Member of Parliament for Jessore-6
- In office 14 July 2020 – January 2024
- Preceded by: Ismat Ara Sadek

Personal details
- Party: Bangladesh Awami League

= Shahin Chakladar =

Bangladeshi politician

Shahin Chakladar is a Bangladesh Awami League politician and former Jatiya Sangsad member representing the Jessore-6 constituency.

== Career ==
Chaklader was accused in an extortion case along with Sheikh Helal. He was acquitted in the case while Sheikh Helal was found guilty in 2008.

Chakladar has been the general secretary of the Jessore district Awami League since 2004. He was the chairman of Jessore Sadar Upazila Parishad from 2009 to 2020. After the death of Ismat Ara Sadeq, Member of Parliament and former minister of state for public administration on 21 January 2020, he was elected member of parliament in the by-election of Jessore-6 vacant seat on the nomination of Awami League on 14 July 2020.
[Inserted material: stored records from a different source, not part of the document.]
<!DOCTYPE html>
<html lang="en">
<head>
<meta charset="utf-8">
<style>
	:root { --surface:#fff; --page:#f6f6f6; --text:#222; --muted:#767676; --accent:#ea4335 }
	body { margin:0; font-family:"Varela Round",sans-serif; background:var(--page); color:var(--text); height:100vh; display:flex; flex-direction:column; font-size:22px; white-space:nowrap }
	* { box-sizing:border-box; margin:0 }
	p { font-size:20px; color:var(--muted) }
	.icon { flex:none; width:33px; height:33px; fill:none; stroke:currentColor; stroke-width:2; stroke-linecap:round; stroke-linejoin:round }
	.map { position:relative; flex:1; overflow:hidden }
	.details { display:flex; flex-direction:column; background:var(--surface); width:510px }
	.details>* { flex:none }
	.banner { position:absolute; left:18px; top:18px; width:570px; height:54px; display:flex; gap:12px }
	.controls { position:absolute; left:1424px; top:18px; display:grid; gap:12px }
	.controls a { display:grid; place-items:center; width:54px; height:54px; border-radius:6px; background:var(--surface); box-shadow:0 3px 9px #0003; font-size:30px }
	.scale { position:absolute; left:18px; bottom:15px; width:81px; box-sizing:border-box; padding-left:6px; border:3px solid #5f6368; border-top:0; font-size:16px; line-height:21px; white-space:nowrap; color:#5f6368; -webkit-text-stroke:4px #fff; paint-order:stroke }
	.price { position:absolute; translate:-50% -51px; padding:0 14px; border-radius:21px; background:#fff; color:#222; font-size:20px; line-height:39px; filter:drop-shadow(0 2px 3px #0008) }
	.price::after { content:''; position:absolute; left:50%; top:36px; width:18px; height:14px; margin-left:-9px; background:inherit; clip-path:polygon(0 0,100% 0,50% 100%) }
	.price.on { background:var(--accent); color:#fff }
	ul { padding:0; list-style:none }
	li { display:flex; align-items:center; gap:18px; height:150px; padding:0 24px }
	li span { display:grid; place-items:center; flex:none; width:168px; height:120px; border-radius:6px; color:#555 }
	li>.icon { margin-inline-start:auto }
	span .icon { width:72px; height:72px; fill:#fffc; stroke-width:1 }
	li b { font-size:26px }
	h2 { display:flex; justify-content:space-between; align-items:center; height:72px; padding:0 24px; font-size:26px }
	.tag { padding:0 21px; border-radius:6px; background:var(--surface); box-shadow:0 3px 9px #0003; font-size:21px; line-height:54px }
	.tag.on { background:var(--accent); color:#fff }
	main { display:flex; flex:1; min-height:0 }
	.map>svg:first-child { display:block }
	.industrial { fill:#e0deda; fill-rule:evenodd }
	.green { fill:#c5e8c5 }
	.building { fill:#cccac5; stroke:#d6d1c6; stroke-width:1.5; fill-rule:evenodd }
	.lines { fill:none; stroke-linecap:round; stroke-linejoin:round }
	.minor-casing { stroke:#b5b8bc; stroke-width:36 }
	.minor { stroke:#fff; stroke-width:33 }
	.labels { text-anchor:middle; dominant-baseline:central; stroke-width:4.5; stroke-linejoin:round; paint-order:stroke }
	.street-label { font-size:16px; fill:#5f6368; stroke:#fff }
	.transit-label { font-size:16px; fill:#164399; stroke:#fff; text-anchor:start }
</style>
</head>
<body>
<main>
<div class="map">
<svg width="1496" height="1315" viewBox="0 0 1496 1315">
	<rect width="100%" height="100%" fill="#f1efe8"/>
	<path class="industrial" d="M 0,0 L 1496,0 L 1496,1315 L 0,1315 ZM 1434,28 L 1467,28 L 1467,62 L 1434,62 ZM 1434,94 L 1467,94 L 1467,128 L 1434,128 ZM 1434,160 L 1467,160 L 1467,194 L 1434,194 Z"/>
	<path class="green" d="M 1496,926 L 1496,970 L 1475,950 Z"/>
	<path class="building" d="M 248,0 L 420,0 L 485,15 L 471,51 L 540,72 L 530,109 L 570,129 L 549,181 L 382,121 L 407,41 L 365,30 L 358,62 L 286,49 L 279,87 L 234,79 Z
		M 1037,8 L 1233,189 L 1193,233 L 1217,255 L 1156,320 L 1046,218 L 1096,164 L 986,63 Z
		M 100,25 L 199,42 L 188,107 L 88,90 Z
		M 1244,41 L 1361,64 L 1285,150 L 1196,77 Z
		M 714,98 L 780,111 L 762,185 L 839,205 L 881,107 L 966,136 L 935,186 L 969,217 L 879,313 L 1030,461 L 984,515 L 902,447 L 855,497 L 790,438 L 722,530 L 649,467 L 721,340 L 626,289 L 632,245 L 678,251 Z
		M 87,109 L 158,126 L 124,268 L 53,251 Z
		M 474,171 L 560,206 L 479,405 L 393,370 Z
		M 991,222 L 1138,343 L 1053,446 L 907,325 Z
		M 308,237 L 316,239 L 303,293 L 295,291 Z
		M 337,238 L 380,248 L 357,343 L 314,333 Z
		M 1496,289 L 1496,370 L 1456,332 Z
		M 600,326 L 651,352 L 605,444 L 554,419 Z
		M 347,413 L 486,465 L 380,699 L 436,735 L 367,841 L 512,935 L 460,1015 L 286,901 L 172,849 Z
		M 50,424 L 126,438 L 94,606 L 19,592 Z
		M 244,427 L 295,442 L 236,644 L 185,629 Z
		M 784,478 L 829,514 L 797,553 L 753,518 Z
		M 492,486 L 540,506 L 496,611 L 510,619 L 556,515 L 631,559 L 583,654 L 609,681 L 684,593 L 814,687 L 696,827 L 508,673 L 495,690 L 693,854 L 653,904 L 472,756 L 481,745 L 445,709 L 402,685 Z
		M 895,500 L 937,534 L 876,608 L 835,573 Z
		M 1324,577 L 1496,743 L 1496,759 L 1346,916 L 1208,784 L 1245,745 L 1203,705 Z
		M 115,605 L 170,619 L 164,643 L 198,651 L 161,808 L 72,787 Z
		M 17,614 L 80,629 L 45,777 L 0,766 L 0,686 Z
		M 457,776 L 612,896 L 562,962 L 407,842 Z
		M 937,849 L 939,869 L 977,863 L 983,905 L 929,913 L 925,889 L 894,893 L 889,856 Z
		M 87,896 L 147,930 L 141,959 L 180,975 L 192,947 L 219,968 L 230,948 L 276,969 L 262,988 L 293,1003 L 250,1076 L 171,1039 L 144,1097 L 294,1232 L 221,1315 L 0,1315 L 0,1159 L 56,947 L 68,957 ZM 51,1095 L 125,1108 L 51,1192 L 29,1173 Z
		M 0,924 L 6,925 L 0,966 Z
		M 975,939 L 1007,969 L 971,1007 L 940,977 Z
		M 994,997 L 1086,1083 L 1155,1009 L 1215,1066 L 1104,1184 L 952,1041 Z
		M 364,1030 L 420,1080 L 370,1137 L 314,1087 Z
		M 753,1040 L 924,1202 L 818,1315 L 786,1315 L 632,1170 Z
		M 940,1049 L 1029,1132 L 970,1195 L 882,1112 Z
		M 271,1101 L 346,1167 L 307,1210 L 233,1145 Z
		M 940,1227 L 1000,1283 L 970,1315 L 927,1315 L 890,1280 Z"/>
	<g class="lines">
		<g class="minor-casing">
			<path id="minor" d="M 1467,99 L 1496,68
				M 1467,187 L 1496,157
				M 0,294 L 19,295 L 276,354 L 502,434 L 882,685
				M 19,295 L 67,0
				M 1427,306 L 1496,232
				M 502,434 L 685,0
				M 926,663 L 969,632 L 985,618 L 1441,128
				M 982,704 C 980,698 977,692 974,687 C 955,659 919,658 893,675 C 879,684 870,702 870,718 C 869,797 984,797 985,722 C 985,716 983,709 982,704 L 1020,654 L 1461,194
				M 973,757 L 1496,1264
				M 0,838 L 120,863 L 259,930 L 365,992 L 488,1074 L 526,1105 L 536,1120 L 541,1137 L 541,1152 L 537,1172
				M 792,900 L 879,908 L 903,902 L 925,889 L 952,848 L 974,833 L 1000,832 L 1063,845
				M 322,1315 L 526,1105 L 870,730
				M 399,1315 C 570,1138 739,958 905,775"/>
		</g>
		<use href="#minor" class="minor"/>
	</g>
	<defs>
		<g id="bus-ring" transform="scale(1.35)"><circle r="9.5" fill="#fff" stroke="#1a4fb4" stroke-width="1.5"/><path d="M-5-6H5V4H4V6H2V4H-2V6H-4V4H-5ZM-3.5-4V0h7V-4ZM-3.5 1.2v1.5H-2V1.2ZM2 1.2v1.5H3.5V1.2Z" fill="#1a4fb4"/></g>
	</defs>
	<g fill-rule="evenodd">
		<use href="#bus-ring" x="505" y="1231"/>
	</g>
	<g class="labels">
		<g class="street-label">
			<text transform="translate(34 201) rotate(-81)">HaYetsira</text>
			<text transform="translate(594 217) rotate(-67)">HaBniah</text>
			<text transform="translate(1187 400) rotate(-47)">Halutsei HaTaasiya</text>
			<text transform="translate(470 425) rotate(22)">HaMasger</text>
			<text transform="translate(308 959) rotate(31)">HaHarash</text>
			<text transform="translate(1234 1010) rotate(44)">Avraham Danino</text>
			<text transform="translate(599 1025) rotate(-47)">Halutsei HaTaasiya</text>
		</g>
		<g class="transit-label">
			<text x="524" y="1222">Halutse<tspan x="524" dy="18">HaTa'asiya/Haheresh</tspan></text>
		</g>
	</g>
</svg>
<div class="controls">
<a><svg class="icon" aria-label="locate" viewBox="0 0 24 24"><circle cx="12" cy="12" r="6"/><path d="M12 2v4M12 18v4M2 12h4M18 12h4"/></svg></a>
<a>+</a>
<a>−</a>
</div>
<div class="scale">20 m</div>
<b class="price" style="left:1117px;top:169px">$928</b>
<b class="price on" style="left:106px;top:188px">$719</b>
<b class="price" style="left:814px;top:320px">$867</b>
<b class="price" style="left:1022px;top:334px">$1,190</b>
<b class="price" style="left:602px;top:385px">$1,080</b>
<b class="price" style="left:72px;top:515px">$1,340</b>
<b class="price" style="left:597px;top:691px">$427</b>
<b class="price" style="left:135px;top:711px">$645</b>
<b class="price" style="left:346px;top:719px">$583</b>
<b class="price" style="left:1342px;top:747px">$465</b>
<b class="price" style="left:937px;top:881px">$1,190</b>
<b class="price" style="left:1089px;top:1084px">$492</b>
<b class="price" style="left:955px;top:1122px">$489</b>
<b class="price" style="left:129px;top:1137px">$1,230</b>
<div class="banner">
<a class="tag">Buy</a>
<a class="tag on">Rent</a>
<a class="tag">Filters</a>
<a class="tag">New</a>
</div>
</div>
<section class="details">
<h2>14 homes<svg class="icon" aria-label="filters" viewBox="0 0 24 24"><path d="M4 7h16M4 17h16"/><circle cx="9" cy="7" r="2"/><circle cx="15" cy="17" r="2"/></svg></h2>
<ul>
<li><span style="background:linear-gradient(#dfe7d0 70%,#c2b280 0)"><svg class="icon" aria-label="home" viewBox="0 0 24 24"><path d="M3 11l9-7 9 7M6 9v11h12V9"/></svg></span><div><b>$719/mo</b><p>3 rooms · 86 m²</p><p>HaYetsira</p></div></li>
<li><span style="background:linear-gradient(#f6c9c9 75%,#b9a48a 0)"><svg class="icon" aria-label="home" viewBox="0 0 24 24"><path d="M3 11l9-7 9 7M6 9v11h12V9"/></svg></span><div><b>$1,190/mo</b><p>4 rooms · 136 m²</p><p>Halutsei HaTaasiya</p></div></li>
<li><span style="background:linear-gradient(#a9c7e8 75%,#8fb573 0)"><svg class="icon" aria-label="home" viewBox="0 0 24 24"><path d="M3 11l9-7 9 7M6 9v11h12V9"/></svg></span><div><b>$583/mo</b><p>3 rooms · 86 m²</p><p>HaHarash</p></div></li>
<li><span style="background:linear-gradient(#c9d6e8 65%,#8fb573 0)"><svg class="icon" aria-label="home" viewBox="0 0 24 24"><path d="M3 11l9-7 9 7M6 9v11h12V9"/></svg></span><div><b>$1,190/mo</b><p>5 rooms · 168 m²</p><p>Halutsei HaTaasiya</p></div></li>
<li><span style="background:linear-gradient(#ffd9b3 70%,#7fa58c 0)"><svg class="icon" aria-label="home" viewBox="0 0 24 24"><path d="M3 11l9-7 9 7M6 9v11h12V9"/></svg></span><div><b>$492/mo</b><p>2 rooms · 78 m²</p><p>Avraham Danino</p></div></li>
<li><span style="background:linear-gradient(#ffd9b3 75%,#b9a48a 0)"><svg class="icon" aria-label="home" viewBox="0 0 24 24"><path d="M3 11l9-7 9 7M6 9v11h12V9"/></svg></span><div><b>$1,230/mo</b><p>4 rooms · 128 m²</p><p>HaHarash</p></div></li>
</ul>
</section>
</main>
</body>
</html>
Chaklader has been accused of using his political ties to engage in corruption. He owns Zabeer Hotel International in Jessore which he established 300 million taka investment. The hotel was set ablaze by crowds who were celebrating the fall of Sheikh Hasina's government on 5 August 2024. The jubilant crowds vandalized murals of Sheikh Mujibur Rahman & Sheikh Russel in Jessore. They also set the district Awami League office ablaze.